§ **WORK ITEM**
Within the data below, count the lines that include "size" and give only the count.

[Dataset excerpts]
^^^^^^^^^^^^^^^^
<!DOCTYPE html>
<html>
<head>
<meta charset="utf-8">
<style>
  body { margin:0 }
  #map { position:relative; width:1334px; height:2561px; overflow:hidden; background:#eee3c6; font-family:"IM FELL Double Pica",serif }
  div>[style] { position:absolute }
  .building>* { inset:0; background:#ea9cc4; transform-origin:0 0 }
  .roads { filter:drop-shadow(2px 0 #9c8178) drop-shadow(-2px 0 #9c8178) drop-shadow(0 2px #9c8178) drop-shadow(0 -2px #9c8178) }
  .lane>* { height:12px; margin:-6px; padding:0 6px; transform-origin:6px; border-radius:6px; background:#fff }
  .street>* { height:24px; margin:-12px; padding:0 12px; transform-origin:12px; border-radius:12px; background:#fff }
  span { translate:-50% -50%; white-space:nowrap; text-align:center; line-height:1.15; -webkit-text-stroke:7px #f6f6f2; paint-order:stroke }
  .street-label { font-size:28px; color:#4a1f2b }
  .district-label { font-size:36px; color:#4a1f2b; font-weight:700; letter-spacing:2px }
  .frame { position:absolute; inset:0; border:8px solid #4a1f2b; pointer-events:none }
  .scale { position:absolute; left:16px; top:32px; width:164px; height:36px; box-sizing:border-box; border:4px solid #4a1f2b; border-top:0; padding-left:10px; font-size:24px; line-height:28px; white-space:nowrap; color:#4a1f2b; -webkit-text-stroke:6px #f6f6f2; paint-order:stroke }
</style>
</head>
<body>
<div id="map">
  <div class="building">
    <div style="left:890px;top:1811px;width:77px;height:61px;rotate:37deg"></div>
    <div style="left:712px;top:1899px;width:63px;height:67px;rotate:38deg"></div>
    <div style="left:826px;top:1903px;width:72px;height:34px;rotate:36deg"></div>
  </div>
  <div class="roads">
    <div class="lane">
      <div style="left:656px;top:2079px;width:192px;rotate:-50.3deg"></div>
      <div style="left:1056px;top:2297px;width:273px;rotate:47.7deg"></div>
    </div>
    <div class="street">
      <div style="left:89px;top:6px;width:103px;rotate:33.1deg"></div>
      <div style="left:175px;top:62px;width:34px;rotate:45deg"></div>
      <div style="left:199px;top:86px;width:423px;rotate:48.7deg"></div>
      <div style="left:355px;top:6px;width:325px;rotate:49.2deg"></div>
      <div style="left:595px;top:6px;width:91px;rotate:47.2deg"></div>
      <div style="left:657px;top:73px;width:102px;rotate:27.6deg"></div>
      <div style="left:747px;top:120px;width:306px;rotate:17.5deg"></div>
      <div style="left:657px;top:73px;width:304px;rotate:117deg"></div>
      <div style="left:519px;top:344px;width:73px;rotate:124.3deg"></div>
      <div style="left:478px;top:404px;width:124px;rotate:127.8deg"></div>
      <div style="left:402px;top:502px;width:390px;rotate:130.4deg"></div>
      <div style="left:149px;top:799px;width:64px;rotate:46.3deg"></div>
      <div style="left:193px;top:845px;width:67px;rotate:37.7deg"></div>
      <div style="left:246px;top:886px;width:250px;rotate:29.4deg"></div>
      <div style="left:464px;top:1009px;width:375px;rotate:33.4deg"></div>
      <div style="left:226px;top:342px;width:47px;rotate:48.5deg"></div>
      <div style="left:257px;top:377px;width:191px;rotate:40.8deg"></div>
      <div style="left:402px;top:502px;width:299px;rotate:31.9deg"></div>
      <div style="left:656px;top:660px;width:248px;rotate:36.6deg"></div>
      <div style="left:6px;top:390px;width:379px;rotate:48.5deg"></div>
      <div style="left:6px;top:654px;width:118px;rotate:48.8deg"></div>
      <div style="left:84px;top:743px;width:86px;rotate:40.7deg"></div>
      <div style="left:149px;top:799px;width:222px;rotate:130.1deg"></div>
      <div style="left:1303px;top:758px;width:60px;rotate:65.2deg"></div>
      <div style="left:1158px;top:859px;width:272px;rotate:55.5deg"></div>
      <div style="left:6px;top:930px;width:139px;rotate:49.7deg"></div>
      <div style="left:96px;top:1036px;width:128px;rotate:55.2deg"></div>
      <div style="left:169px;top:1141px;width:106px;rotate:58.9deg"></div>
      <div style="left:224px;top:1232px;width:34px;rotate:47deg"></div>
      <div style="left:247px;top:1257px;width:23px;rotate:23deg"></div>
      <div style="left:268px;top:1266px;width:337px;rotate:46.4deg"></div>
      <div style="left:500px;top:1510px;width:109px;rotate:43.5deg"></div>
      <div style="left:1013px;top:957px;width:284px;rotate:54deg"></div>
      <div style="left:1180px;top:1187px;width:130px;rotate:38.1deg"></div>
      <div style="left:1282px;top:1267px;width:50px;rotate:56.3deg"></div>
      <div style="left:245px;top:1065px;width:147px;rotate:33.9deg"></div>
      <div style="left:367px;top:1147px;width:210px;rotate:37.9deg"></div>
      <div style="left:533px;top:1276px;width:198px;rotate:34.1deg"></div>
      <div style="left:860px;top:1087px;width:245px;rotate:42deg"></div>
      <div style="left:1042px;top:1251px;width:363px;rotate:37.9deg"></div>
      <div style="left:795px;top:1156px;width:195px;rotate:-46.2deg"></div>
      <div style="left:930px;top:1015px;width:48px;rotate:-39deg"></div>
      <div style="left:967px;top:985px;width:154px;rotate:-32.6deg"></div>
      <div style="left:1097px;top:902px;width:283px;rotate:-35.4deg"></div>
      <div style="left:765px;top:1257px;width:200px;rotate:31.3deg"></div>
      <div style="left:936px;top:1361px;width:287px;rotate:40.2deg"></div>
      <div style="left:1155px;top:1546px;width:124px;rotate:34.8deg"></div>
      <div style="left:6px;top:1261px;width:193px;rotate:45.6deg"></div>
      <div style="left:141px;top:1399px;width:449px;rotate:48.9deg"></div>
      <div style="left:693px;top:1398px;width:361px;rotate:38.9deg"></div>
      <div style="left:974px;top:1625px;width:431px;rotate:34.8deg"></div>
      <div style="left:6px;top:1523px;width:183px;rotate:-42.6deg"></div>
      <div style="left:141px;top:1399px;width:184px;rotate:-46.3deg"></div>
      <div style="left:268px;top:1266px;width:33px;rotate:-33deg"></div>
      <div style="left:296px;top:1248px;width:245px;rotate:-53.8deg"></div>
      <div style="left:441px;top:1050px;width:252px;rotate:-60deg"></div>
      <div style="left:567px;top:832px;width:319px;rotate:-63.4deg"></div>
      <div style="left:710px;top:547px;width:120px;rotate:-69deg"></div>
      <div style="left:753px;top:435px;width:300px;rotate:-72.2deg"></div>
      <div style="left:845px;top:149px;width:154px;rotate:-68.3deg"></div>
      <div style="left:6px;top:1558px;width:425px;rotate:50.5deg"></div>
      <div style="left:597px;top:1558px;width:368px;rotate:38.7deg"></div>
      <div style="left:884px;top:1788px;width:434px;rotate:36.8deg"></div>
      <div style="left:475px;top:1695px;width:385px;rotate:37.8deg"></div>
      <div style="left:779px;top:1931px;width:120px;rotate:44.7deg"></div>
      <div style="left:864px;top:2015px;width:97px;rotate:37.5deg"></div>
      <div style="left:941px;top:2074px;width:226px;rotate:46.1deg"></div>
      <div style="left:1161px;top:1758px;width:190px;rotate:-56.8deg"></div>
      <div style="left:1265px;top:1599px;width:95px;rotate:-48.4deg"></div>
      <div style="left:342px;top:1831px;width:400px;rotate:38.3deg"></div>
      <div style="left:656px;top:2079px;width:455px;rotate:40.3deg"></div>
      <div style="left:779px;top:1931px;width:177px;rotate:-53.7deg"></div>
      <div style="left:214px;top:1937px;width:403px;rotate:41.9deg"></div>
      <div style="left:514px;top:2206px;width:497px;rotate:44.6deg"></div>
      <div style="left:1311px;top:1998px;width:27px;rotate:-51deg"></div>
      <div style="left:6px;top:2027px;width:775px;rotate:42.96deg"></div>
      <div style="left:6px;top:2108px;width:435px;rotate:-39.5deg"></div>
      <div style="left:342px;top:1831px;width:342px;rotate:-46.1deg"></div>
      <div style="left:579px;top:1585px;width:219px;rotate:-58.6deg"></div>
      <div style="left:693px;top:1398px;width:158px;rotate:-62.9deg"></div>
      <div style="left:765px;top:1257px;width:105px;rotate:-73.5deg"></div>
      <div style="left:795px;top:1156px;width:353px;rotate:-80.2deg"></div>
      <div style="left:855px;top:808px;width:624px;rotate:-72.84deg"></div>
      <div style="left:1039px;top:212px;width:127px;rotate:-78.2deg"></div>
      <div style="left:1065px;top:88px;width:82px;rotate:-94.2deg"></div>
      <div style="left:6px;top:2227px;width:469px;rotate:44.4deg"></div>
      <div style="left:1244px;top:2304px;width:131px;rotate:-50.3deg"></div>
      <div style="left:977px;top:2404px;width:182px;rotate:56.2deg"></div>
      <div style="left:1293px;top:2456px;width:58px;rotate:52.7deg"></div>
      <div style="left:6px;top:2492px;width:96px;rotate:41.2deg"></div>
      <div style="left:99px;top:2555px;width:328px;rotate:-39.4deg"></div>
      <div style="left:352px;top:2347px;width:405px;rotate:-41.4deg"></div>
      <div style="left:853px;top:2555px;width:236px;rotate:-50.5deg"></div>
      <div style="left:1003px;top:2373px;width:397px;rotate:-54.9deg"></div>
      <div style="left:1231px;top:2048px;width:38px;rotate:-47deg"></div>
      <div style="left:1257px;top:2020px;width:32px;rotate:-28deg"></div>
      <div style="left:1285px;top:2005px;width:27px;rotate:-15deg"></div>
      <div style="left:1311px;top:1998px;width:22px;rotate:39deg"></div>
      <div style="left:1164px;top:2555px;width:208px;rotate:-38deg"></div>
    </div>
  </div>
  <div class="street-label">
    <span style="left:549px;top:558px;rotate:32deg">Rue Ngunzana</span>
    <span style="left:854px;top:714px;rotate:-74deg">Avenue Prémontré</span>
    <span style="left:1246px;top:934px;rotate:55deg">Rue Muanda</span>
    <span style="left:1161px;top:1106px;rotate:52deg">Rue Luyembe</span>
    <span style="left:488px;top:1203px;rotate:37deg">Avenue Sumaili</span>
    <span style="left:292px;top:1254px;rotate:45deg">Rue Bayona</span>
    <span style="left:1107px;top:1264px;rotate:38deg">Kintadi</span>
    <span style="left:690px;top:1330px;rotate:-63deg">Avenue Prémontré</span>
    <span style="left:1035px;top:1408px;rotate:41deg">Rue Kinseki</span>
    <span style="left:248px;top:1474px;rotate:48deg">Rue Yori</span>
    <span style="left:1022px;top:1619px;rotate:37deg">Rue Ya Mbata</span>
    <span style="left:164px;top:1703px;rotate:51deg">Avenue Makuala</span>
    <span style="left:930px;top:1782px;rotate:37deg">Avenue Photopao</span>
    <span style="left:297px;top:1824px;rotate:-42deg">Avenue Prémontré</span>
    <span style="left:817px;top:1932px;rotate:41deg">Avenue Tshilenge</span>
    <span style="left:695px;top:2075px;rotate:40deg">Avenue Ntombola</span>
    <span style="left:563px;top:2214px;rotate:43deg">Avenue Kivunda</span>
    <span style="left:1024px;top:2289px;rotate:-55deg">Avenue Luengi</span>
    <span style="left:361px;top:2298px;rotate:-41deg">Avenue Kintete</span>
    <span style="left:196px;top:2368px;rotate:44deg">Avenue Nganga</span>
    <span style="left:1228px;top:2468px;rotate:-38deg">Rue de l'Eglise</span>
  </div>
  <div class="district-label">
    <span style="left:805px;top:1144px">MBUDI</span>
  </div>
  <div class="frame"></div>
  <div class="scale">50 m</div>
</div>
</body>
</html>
^^^^^^^^^^^^^^^^
§ **YOUR SOLUTION**
3